Migration — What It Costs to Switch Later
Plenty of solopreneurs start on one platform and move once their needs change, so the cost of switching is a real factor — not a hypothetical.
The good news on email list ownership: both platforms let you export your subscribers as a CSV. You are never locked out of your own list. Migrating from Kit (ConvertKit) to Beehiiv, the subscriber import — including tags — takes roughly 15 minutes for a typical list. That part is genuinely painless.
The catch is automation. Your sequences, workflows, and visual automations do not transfer between platforms. None of them. If you have built an elaborate funnel in Kit and move to Beehiiv, you rebuild every automation from scratch in the new system. For a publisher with one welcome flow, that is an afternoon. For a product creator with a dozen branching sequences, that is a week of careful work and testing.
The strategic takeaway: the more automation you build on a platform, the higher your switching cost climbs over time. That is an argument for choosing deliberately now rather than "starting cheap and figuring it out later." On deliverability, both platforms are strong — Kit reports around 99.8% deliverability, and Beehiiv runs comparable enterprise-grade infrastructure — so inbox placement is not the variable that should drive your migration decision either way.
The Decision Framework for Solopreneurs
Skip the winner-takes-all verdict. The right platform depends entirely on your stage, so decide by where your list is today.
Under 500 subscribers: choose Beehiiv. The 2,500-subscriber free tier means you pay nothing while you figure out whether the newsletter even works, and the built-in growth tools help you get to your first thousand readers faster. Paying Kit's prices at this stage is buying capability you cannot yet use.
500 to 5,000 subscribers: still likely Beehiiv, unless you are already running a product funnel that needs branching automation. At this stage you are proving the newsletter as a channel. Keep costs low, keep monetization open, keep momentum. The exception is the creator already selling courses who needs Kit's segmentation now — for them the premium is justified.
5,000+ subscribers with a real product business: this is where Kit earns its keep.

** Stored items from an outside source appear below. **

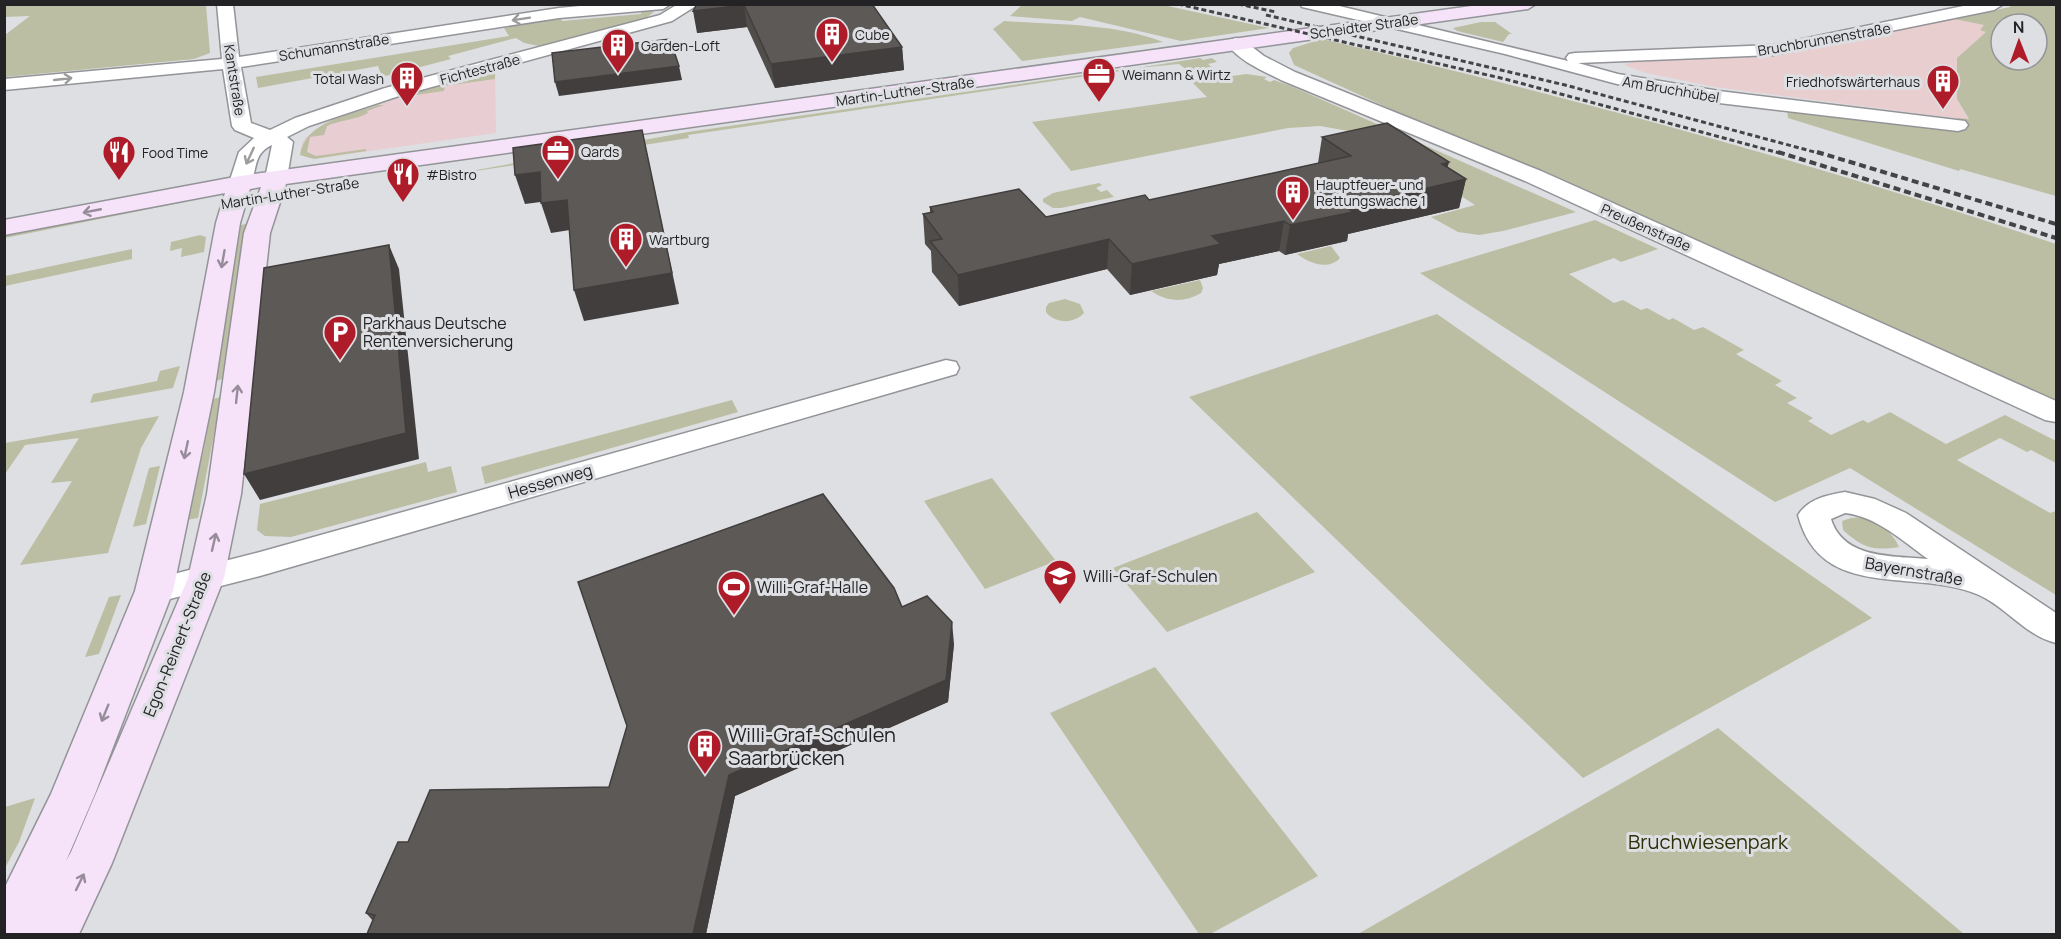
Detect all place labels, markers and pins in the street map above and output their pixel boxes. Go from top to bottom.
building icon: Cube [814,16,850,63]
place label: Cube [855,25,890,44]
building icon: Garden-Loft [600,27,636,74]
place label: Garden-Loft [641,36,720,55]
office icon: Weimann & Wirtz [1081,56,1117,103]
building icon: Total Wash [389,60,425,107]
building icon: Friedhofswärterhaus [1925,63,1961,110]
place label: Weimann & Wirtz [1122,65,1231,84]
place label: Total Wash [313,69,384,88]
place label: Friedhofswärterhaus [1786,72,1920,91]
office icon: Qards [540,133,576,180]
restaurant icon: Food Time [101,134,137,181]
place label: Qards [581,142,619,161]
place label: Food Time [142,143,208,162]
restaurant icon: #Bistro [385,156,421,203]
place label: #Bistro [426,165,477,184]
building icon: Hauptfeuer- und Rettungswache 1 [1275,174,1311,221]
place label: Hauptfeuer- und Rettungswache 1 [1316,175,1426,210]
building icon: Wartburg [608,221,644,268]
place label: Wartburg [649,230,710,249]
place label: Parkhaus Deutsche Rentenversicherung [363,312,513,352]
parking icon: Parkhaus Deutsche Rentenversicherung [322,314,358,361]
school or university icon: Willi-Graf-Schulen [1042,558,1078,605]
place label: Willi-Graf-Schulen [1083,565,1217,587]
sports icon: Willi-Graf-Halle [716,569,752,616]
place label: Willi-Graf-Halle [757,576,868,598]
place label: Willi-Graf-Schulen Saarbrücken [728,721,896,771]
building icon: Willi-Graf-Schulen Saarbrücken [687,728,723,775]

If you are selling multiple digital products, running evergreen funnels, and segmenting by buyer behavior, Kit's automation depth becomes worth the 3x price. If you are monetizing through sponsorships and paid subscriptions instead, Beehiiv still wins on economics.
Whichever you pick, the platform is only step one. If you are weighing where long-form lives alongside the newsletter, our Medium vs Substack comparison covers that adjacent decision, and the content batching workflow for solopreneurs covers the production tempo that keeps any list alive. Because the harder problem starts the day after you sign up.
Keeping Your Newsletter Fed — The Workflow Question Nobody Asks
Here is the question every ranking article skips: now that you have a home for your newsletter, what actually fills it each week? The platform decision is step one. The content system that feeds it is step two — and it is where most solopreneur newsletters quietly die, somewhere between issue four and issue twelve.
Beehiiv and Kit are both excellent at sending email. Neither writes your issues. And the real failure mode is not picking the wrong platform — it is the blank compose window every Thursday after you have already published a blog post and posted on LinkedIn earlier that week. You said it all somewhere else, and now you owe your list a fresh edition you do not have the energy to write.
That gap is what Voxplit closes. You paste the blog post or LinkedIn article you already wrote, and Voxplit drafts the newsletter edition in your existing voice — alongside versions for Telegram, Instagram, X, Medium, and Reddit, in one pass. It is the email content repurposing layer that turns "I have nothing to send" into "I have a draft to edit." If your newsletter material is already living in your social posts, our guide on turning social posts into newsletter content walks through the same move, and you can see how the email output works on the email page at voxplit.com/email.
Pick the platform that fits your stage. Then build the workflow that keeps it fed — because a newsletter no one sends is the one mistake no pricing tier can fix.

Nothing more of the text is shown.